Therapeutic mechanisms of a mindfulness-based treatment for IBS: effects on visceral sensitivity, catastrophizing, and affective processing of pain sensations.
Study Goal
The researchers aimed to determine whether mindfulness training (MT) could improve IBS symptoms by targeting affective pain processing and catastrophic appraisals of gastrointestinal sensations.
Results Summary
MT significantly improved IBS symptoms by reducing gut-focused anxiety and catastrophic appraisals of abdominal sensations while enhancing nonreactive awareness of interoceptive data with less emotional interference.
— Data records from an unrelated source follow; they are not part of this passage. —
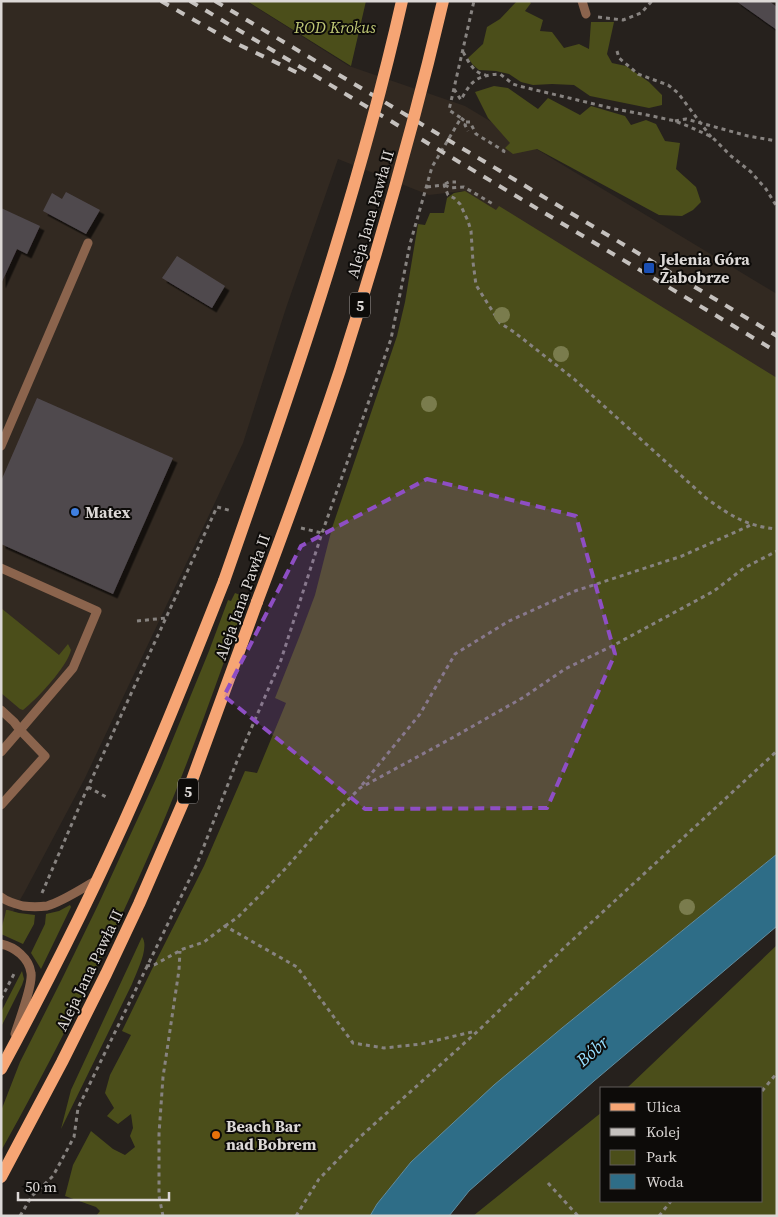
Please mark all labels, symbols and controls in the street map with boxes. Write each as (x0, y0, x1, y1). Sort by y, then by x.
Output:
park label: ROD Krokus (293, 16, 376, 38)
street label: Aleja Jana Pawła II (341, 147, 399, 281)
place label: Jelenia Góra Zabobrze (659, 248, 750, 288)
marker: Jelenia Góra Zabobrze (642, 261, 656, 275)
road number: 5 (350, 292, 370, 318)
place label: Matex (85, 501, 130, 523)
marker: Matex (69, 506, 81, 518)
street label: Aleja Jana Pawła II (209, 531, 275, 663)
road number: 5 (178, 778, 198, 804)
street label: Aleja Jana Pawła II (50, 906, 128, 1034)
water label: Bóbr (570, 1029, 614, 1073)
legend (600, 1087, 763, 1202)
text: Ulica (646, 1096, 681, 1117)
place label: Beach Bar nad Bobrem (226, 1115, 317, 1155)
text: Kolej (646, 1121, 680, 1142)
marker: Beach Bar nad Bobrem (210, 1129, 222, 1141)
text: Park (646, 1146, 678, 1167)
scale bar (18, 1170, 169, 1202)
text: Woda (646, 1171, 684, 1192)
text: 50 m (25, 1176, 57, 1197)

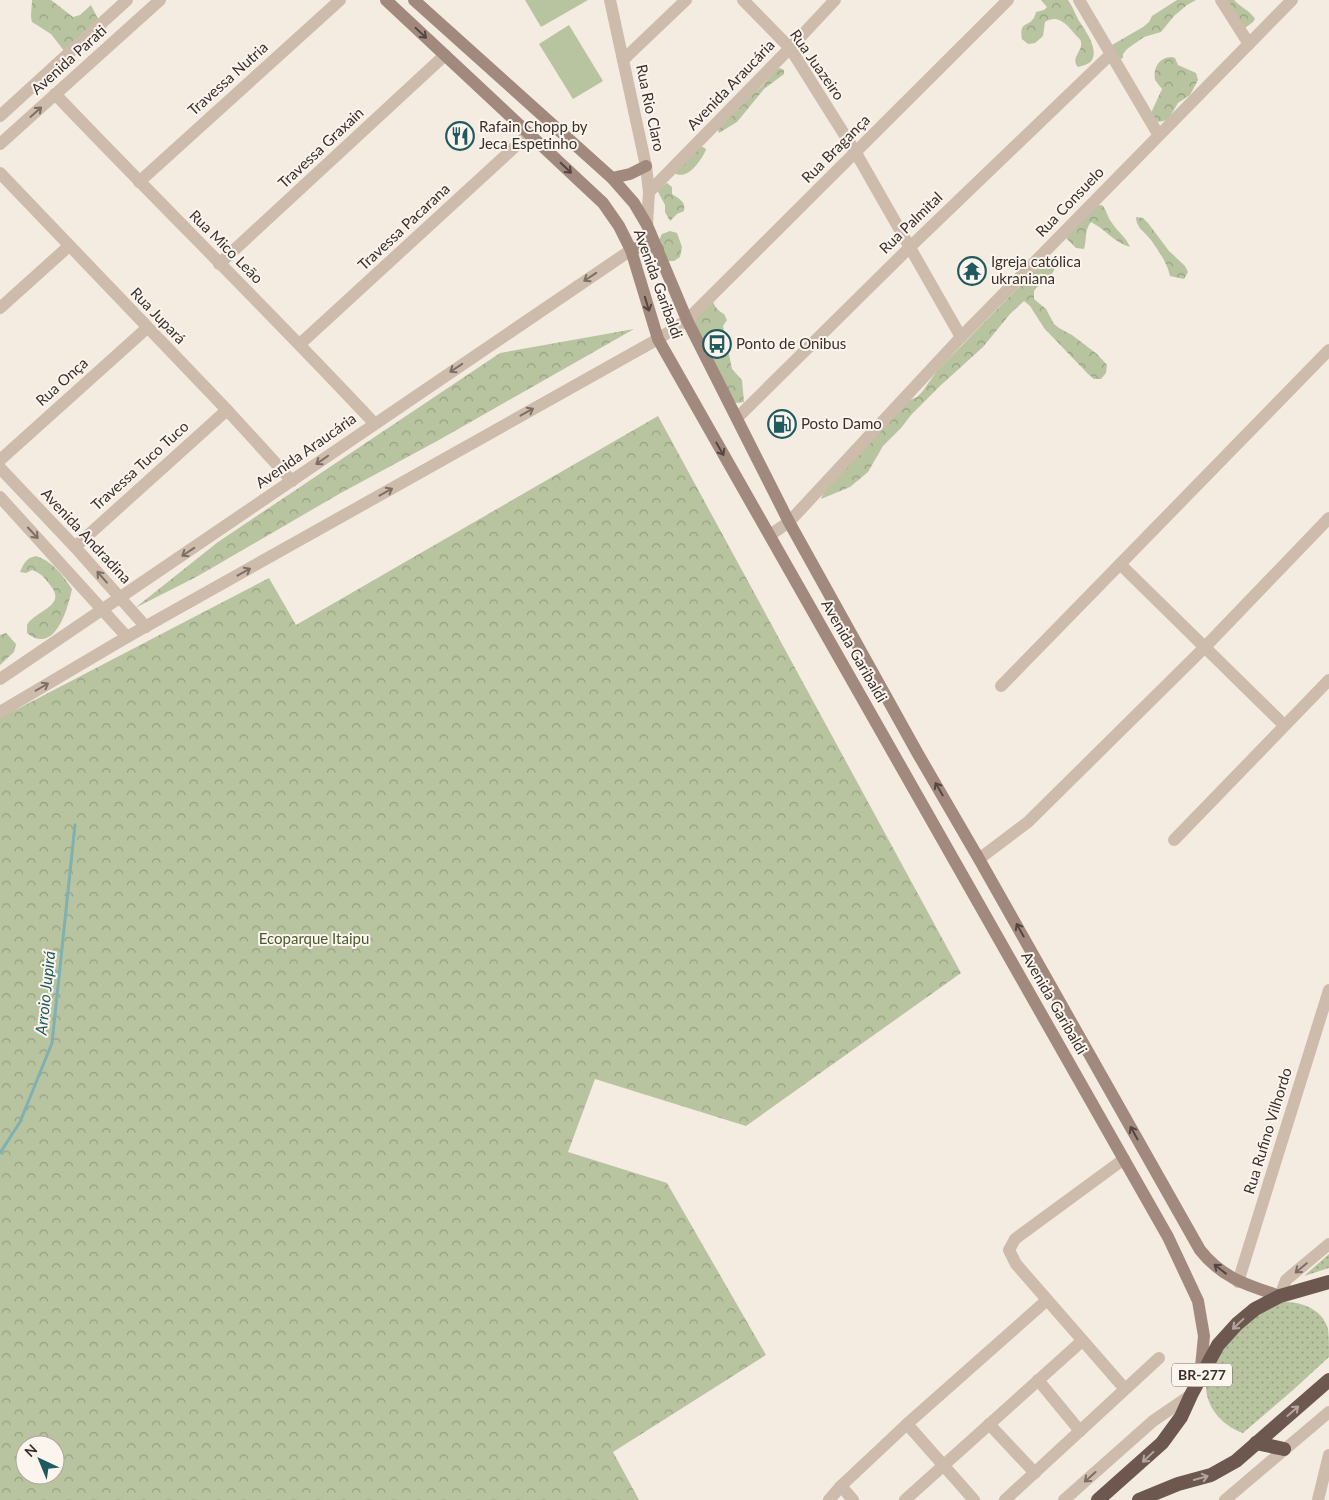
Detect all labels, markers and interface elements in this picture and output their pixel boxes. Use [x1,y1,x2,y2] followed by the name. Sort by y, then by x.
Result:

The study suggests MT effectively targets underlying pathogenic mechanisms of IBS.
Population
75 female IBS patients
Effective Dosage
Not specified
Duration
8 weeks
Interactions
None mentioned
| Intervention | Direction | Endpoint | Population | Dosage | Impact | Claim # |
|---|---|---|---|---|---|---|
mindfulness training (MT) | decrease | IBS symptoms | female IBS patients | - | exerts significant therapeutic effects | #1 |
mindfulness training (MT) | decrease | gut-focused anxiety | female IBS patients | - | promotes nonreactivity | #2 |
mindfulness training (MT) | decrease | catastrophic appraisals of the significance of abdominal sensations | female IBS patients | - | promotes nonreactivity | #3 |
mindfulness training (MT) | increase | interoceptive data with less emotional interference | female IBS patients | - | refocusing of attention | #4 |
mindfulness training (MT) | decrease | underlying pathogenic mechanisms of IBS | female IBS patients | - | target and ameliorate | #5 |
Irritable bowel syndrome (IBS) is a prevalent functional disorder characterized by abdominal pain and hypervigilance to gastrointestinal sensations. We hypothesized that mindfulness training (MT), which promotes nonreactive awareness of emotional and sensory experience, may target underlying mechanisms of IBS including affective pain processing and catastrophic appraisals of gastrointestinal sensations. Seventy five female IBS patients were randomly assigned to participate in either 8 weeks of MT or a social support group. A theoretically grounded, multivariate path model tested therapeutic mediators of the effect of MT on IBS severity and quality of life. Results suggest that MT exerts significant therapeutic effects on IBS symptoms by promoting nonreactivity to gut-focused anxiety and catastrophic appraisals of the significance of abdominal sensations coupled with a refocusing of attention onto interoceptive data with less emotional interference. Hence, MT appears to target and ameliorate the underlying pathogenic mechanisms of IBS.